O segredo é conquistar as almas
Mas, não só isso. Todo um corpo de teorias com pretensões científicas foi criado para justificar esse crime sem antecedentes. O racismo, como teoria da superioridade da “raça branca” sobre “as outras”, foi criado para justificar a escravidão negra. Portanto, não se trata apenas da repressão, da violência, das correntes, do tronco e do chicote. Trata-se também de dominação ideológica, de convencimento e justificação. É por isso que damos o nome de opressão a esse tipo de dominação. Não se trata apenas de repressão, mas de fazer o oprimido internalizar o preconceito e a ele se acomodar. Infelizmente, é um mecanismo bastante eficiente. Afinal, é mais provável que o negro, a mulher, o homossexual, sem consciência sintam culpa pelo que são do que enxerguem o erro na perseguição que vem da sociedade. A tendência é assumir a inferioridade que lhes atribuem e justificar a discriminação.

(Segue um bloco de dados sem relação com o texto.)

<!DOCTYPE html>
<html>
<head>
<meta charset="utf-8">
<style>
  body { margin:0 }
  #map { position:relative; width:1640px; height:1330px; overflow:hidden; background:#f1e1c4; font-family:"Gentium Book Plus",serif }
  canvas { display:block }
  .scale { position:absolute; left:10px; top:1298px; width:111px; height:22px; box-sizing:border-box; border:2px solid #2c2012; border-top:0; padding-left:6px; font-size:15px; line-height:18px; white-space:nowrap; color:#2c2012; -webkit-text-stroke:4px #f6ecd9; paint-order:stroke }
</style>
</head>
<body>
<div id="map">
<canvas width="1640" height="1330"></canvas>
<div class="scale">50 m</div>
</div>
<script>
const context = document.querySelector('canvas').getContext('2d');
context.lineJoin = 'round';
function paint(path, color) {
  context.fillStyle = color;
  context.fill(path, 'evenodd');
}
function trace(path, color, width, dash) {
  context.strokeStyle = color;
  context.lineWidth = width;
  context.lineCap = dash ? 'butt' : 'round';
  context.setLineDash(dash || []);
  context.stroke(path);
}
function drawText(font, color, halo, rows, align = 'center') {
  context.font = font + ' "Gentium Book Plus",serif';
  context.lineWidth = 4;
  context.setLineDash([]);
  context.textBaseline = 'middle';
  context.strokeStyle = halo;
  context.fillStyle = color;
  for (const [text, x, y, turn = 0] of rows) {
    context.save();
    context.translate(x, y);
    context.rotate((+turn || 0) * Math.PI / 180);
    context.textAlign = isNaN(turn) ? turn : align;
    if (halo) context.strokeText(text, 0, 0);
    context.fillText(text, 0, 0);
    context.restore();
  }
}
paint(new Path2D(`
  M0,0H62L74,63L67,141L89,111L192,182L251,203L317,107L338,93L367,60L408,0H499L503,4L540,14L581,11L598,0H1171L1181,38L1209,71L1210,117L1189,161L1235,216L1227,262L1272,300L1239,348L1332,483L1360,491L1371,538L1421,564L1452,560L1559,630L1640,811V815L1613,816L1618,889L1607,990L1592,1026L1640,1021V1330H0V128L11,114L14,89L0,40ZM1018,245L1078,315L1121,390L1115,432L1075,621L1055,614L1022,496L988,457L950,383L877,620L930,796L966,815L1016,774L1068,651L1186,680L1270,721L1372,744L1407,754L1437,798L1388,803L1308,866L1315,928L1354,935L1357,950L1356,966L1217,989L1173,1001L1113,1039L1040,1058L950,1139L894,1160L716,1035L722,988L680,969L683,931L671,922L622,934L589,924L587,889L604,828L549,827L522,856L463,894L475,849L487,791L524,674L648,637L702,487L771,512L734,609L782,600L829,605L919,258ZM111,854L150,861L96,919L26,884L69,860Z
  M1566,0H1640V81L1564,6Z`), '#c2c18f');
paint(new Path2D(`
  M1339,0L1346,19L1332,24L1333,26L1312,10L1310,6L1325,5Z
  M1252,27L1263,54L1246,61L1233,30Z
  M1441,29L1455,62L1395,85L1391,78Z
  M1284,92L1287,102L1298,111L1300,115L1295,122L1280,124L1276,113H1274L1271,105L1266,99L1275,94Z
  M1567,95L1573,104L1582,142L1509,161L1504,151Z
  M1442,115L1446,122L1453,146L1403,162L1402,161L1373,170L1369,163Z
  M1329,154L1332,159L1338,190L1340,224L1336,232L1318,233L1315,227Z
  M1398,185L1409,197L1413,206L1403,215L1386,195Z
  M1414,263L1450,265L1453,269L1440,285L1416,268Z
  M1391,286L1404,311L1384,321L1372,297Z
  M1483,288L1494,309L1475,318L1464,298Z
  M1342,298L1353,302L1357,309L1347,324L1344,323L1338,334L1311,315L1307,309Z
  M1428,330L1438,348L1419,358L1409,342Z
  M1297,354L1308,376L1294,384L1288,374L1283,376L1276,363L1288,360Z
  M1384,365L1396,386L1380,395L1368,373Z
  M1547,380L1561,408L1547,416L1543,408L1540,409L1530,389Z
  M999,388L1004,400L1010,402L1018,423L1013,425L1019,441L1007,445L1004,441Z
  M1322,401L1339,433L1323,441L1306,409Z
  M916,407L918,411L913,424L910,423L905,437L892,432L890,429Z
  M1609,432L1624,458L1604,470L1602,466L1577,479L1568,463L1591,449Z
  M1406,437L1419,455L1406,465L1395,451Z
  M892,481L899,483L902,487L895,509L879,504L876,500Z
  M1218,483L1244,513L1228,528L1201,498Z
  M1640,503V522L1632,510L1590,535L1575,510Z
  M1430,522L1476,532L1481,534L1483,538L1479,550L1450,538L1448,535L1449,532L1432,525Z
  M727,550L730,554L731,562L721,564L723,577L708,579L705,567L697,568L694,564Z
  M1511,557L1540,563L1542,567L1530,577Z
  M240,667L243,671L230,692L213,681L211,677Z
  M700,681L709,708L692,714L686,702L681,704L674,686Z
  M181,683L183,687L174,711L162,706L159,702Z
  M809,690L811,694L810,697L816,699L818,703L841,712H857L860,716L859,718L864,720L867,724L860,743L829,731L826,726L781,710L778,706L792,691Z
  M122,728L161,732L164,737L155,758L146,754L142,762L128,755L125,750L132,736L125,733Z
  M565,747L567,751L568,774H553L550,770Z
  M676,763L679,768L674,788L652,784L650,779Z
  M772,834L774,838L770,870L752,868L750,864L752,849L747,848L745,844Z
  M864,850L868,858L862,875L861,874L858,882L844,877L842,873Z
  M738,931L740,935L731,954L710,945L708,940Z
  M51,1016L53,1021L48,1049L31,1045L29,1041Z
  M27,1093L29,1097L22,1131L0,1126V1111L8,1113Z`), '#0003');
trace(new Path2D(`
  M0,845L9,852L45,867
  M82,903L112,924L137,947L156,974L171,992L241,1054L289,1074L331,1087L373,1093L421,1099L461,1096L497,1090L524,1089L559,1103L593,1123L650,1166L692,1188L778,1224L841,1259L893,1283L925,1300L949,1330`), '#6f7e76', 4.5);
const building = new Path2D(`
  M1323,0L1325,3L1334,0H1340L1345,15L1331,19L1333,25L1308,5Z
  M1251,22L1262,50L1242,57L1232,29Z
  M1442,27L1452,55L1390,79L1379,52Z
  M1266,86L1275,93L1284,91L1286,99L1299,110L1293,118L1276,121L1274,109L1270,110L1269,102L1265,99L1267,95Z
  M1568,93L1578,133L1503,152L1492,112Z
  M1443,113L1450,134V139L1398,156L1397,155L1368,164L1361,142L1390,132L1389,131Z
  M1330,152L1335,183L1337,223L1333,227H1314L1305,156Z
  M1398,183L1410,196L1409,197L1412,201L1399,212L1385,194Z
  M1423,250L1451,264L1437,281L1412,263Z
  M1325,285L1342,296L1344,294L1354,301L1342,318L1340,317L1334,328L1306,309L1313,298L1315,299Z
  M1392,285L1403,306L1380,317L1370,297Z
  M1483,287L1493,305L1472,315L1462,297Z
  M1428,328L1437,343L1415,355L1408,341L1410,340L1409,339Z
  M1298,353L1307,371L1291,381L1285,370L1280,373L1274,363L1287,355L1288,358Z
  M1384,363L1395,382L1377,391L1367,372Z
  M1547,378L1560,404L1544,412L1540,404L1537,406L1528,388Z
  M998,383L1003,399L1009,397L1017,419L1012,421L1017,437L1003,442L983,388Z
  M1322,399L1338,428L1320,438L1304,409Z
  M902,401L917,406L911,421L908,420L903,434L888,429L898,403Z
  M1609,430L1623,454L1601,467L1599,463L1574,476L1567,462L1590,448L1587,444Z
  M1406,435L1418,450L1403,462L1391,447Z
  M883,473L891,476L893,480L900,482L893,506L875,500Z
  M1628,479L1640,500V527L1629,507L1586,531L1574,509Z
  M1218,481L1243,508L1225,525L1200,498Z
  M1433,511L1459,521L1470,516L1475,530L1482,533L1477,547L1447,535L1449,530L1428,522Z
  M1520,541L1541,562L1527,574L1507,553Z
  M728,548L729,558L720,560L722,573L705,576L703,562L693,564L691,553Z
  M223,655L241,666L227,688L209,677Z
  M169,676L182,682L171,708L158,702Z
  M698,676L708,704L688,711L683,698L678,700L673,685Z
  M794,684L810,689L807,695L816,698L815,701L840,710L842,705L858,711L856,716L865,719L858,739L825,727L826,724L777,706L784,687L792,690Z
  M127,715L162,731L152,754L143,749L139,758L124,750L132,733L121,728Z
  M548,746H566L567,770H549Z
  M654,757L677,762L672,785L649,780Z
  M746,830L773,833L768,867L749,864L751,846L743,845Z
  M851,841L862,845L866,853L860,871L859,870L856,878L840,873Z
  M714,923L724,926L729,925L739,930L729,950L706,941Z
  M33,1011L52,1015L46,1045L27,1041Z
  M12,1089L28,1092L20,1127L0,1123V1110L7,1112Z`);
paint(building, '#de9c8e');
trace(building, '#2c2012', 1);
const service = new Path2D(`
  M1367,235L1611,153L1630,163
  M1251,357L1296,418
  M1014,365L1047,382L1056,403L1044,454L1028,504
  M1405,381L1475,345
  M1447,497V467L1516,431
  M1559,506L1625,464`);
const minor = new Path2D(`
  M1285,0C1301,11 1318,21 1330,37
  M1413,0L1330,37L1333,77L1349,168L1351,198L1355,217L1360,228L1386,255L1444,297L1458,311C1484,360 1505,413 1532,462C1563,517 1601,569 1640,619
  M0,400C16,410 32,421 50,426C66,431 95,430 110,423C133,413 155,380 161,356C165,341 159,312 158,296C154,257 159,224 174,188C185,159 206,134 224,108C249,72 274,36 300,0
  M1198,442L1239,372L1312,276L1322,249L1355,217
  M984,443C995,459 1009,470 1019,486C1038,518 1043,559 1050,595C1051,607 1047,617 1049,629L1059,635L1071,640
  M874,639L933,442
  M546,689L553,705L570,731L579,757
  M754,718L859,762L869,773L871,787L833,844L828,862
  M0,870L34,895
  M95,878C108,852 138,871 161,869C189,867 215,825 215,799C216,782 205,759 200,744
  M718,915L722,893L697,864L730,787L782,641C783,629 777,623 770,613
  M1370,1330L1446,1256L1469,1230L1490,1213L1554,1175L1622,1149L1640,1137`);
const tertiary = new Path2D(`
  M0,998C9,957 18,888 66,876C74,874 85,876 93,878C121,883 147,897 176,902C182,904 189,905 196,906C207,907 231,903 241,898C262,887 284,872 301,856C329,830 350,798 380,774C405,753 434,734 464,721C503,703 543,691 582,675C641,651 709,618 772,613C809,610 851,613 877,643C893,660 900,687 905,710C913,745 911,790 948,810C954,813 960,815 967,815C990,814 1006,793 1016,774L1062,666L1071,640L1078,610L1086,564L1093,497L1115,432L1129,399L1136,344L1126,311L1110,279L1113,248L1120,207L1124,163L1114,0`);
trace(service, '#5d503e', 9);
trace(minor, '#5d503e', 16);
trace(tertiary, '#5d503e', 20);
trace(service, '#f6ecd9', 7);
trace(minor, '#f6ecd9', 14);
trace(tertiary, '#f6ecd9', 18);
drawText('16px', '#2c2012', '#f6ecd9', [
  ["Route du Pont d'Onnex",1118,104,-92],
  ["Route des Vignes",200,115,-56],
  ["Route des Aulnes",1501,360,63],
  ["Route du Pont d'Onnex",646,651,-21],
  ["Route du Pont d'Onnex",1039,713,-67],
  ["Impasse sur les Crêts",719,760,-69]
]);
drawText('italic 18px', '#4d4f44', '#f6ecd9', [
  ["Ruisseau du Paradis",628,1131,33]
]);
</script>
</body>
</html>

Esse parece ser o caso dos negros de Manderlay. Eles continuam, por exemplo, a comparecer no pátio na hora em que a senhora branca determinou, mesmo após a morte dela. No entanto, os desdobramentos posteriores do filme não permitirão que as coisas sejam explicadas apenas por isso. A internalização da opressão não leva apenas à passividade. Também es
tabelece as bases para um pacto terrível e resistente, em que os oprimidos se acomodam à situação e a reproduzem. A isso, chamamos hegemonia. Não é apenas a repressão e a dominação política. Não se trata de prender braços e pernas, convencer a inteligência ou vencer pelo estômago. É o mesmo que conquistar as almas. E, aí, a máquina da opressão funciona às mil maravilhas para os que estão por cima. Não só nos Estados Unidos, mas onde quer que relações de dominação existam.
O grande achado de “Manderlay” é a postura de Grace. Ela praticamente obriga os cativos a se libertarem, lembrando uma estranha e perigosa frase atribuída a Che Guevara: “É preciso libertar os homens, mesmo que eles não queiram”. O pai de Grace cita o exemplo do passarinho acostumado à gaiola, que morre quando o libertam porque já não sabe voar. Se isso é verdade para os negros de Manderlay, Grace também cai prisioneira de uma armadilha. Não se trata de negar a violência que os dominados são obrigados a utilizar para responder à violência dos dominadores. O problema são as soluções autoritárias para situações de injustiça. Alternativas que acabam aprofundando a própria lógica da injustiça. Um problema enorme, enfrentado por todas as revoluções. Que Grace não tenha apresentado soluções para isso não é o mais grave. Grave é o fato de suas ações terem acabado por manter a máquina do racismo em funcionamento.
Este é o segredo do combate à dominação de classe. Combinar resistência e o combate à exploração e à violência com o desmonte dos mecanismos de dominação ideológica. O final surpreendente de Manderlay pretende mostrar que, tal como o relógio que foi regulado de forma imprecisa, a luta pela liberdade humana não pode abrir mão de um entendimento claro do que seja a auto-emacipação dos explorados e oprimidos.
Em “Dogville”, Grace adota a servidão e acaba escrava. Em “Manderlay”, a personagem cede à arrogância bem intencionada e torna-se autoritária. Entre a servidão do primeiro e a arrogância do segundo, esperemos que Von Trier nos apresente uma proposta interessante no terceiro e último filme.